> YOUR GOAL: Only lines with the string "cover" matter here; gather them from the material below.

> SOURCE INFORMATION:
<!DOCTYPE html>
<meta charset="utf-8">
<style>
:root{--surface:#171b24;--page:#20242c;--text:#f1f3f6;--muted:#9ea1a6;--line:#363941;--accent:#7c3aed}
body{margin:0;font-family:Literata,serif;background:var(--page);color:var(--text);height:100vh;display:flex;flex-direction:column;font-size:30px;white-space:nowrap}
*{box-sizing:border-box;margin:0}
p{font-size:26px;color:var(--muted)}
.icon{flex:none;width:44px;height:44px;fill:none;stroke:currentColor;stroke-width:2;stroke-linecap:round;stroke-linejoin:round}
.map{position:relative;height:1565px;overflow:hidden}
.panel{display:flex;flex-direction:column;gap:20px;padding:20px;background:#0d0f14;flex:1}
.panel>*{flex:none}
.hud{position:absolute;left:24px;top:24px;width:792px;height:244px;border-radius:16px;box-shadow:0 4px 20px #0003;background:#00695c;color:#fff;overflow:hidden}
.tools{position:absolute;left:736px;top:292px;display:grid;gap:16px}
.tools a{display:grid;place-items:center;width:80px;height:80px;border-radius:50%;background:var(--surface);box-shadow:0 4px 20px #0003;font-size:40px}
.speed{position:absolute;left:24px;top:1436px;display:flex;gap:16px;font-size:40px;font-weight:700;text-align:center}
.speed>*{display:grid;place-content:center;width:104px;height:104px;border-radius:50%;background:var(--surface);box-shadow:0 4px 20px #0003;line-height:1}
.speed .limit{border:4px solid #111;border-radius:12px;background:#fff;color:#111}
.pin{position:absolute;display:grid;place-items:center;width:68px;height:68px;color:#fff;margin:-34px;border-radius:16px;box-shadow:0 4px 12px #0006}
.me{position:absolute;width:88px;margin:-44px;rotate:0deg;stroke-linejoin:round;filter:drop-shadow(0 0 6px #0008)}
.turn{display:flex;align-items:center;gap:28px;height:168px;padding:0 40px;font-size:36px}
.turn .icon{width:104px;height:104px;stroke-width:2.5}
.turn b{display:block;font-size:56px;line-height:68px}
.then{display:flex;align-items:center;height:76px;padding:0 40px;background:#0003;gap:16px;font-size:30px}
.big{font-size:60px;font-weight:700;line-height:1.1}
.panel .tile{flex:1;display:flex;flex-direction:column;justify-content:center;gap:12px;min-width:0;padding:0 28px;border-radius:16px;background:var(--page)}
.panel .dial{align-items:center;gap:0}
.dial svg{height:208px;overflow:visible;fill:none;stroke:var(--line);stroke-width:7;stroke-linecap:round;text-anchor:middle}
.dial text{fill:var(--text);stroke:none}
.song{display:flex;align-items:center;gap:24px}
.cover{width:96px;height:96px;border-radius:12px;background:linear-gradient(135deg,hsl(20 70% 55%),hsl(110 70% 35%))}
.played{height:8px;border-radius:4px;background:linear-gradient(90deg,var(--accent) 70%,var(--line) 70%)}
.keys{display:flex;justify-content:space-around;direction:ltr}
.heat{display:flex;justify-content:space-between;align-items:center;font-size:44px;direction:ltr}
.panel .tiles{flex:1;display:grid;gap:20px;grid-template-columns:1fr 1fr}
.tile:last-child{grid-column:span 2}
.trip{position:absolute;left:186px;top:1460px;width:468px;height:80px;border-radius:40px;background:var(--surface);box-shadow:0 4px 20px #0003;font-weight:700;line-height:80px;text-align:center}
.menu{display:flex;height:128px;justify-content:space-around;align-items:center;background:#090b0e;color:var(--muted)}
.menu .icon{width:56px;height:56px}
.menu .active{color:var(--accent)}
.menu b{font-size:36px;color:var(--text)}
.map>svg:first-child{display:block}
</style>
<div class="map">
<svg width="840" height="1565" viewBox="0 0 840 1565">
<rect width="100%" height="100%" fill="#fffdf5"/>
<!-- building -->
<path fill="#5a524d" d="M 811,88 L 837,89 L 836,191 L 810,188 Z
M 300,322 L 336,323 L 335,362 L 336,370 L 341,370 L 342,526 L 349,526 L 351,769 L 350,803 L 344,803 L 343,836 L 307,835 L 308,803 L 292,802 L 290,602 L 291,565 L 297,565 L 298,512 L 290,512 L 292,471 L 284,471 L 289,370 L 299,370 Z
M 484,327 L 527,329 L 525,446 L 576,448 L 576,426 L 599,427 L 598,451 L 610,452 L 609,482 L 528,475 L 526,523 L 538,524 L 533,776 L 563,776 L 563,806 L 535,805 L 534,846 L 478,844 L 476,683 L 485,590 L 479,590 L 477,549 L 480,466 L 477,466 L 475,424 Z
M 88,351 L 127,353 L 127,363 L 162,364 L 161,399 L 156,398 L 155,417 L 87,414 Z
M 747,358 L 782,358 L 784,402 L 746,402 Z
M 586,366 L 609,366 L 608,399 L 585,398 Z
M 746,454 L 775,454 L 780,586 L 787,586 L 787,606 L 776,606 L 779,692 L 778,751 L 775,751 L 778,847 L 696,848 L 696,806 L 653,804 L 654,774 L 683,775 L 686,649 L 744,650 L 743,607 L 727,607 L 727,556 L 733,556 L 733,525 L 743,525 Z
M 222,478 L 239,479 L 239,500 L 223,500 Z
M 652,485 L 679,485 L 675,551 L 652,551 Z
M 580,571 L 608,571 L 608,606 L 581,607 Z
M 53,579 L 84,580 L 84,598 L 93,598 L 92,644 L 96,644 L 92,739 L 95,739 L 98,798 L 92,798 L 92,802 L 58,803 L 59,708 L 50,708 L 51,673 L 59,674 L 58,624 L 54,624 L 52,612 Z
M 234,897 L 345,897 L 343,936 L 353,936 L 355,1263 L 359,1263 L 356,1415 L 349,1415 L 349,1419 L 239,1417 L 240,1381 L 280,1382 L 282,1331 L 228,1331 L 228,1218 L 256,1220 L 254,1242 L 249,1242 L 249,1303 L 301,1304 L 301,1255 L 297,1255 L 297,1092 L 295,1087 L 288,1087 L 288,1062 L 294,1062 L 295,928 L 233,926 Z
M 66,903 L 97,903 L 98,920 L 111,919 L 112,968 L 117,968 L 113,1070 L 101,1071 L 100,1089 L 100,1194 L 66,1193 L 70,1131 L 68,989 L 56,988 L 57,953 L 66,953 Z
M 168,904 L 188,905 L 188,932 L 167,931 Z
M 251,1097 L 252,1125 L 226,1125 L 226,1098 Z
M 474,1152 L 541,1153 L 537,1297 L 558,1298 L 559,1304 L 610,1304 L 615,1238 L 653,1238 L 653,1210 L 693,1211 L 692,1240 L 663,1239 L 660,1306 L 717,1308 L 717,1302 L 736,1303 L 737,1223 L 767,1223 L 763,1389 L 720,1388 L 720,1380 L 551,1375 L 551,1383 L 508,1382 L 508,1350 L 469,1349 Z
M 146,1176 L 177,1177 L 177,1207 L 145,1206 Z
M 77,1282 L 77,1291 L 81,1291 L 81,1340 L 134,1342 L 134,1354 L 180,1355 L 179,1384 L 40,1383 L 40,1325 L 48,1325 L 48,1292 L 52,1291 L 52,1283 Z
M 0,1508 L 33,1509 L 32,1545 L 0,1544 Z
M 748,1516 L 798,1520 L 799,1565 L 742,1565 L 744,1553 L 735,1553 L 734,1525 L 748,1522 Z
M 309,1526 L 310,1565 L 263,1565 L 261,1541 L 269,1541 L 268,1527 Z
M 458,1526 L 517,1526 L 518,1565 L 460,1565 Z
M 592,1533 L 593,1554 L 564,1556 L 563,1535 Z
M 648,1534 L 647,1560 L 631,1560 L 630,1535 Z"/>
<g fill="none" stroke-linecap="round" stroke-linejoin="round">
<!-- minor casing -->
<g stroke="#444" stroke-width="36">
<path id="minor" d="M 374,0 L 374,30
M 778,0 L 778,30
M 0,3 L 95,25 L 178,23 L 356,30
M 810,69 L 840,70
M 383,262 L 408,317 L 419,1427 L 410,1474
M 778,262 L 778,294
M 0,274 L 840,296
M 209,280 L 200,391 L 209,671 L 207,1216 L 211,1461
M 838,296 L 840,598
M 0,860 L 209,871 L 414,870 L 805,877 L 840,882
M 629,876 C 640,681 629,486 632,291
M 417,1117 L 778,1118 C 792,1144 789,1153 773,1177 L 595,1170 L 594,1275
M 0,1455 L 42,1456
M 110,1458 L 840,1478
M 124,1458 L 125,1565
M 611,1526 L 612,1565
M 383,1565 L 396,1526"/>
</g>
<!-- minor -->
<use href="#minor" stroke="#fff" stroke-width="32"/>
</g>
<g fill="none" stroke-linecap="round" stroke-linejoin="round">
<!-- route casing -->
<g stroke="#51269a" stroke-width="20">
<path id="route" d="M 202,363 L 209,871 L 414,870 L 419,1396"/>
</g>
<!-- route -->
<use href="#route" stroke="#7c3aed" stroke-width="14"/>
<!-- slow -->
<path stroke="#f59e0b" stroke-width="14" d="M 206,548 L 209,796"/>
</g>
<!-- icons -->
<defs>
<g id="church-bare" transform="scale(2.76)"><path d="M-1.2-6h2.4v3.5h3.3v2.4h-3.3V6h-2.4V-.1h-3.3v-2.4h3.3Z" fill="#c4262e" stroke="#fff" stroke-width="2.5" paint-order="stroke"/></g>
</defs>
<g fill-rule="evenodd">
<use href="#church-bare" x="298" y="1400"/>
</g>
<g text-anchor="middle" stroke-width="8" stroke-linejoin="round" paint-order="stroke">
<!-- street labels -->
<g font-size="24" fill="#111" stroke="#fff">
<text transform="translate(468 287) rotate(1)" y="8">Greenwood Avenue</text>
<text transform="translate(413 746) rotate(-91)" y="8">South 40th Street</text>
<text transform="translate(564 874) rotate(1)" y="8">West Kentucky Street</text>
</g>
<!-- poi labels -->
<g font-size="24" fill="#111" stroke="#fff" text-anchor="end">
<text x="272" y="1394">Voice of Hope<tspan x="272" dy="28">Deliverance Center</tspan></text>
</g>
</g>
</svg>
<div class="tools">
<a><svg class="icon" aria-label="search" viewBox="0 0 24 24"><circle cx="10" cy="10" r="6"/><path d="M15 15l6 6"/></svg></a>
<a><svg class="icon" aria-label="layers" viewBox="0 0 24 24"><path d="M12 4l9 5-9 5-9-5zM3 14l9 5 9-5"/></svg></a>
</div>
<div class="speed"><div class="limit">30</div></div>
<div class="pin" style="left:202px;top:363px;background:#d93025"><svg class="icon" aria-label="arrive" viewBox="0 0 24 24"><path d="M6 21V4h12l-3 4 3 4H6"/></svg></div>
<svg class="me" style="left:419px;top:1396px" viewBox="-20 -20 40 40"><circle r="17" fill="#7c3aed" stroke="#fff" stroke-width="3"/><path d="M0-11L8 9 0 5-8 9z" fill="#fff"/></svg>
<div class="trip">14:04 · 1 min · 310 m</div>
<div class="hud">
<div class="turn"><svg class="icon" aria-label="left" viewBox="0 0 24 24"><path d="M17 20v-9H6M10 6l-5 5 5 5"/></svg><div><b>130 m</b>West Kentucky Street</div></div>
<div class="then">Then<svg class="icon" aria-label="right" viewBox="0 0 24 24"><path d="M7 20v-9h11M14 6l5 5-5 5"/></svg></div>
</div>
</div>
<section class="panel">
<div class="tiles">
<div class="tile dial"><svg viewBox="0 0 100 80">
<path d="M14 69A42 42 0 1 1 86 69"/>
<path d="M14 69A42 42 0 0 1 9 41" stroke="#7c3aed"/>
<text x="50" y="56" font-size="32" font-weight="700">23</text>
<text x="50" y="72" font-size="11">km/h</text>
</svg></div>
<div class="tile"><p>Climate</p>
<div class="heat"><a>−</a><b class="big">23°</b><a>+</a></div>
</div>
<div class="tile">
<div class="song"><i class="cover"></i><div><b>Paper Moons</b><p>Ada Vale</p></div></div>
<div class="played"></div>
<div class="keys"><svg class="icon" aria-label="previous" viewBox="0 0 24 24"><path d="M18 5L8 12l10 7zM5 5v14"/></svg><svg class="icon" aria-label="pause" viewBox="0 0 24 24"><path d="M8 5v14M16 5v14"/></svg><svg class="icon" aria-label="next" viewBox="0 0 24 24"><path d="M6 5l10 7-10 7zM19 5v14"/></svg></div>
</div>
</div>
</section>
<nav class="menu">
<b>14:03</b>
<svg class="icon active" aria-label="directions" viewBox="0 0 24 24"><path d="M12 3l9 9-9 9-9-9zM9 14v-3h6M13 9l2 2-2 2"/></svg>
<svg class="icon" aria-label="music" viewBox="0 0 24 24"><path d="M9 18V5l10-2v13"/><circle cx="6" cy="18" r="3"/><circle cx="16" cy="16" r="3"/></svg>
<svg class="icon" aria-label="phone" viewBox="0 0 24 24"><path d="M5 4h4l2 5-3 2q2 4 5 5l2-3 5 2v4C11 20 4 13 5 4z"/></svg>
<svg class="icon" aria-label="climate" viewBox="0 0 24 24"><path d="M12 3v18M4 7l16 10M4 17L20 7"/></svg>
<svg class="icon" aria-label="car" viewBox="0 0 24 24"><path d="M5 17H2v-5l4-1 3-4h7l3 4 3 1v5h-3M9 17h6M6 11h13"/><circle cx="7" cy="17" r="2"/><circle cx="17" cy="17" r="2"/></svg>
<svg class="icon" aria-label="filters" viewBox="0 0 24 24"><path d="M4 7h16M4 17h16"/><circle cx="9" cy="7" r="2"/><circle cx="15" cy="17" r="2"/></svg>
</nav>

> SOLUTION TO THIS TASK:
.cover{width:96px;height:96px;border-radius:12px;background:linear-gradient(135deg,hsl(20 70% 55%),hsl(110 70% 35%))}
<div class="song"><i class="cover"></i><div><b>Paper Moons</b><p>Ada Vale</p></div></div>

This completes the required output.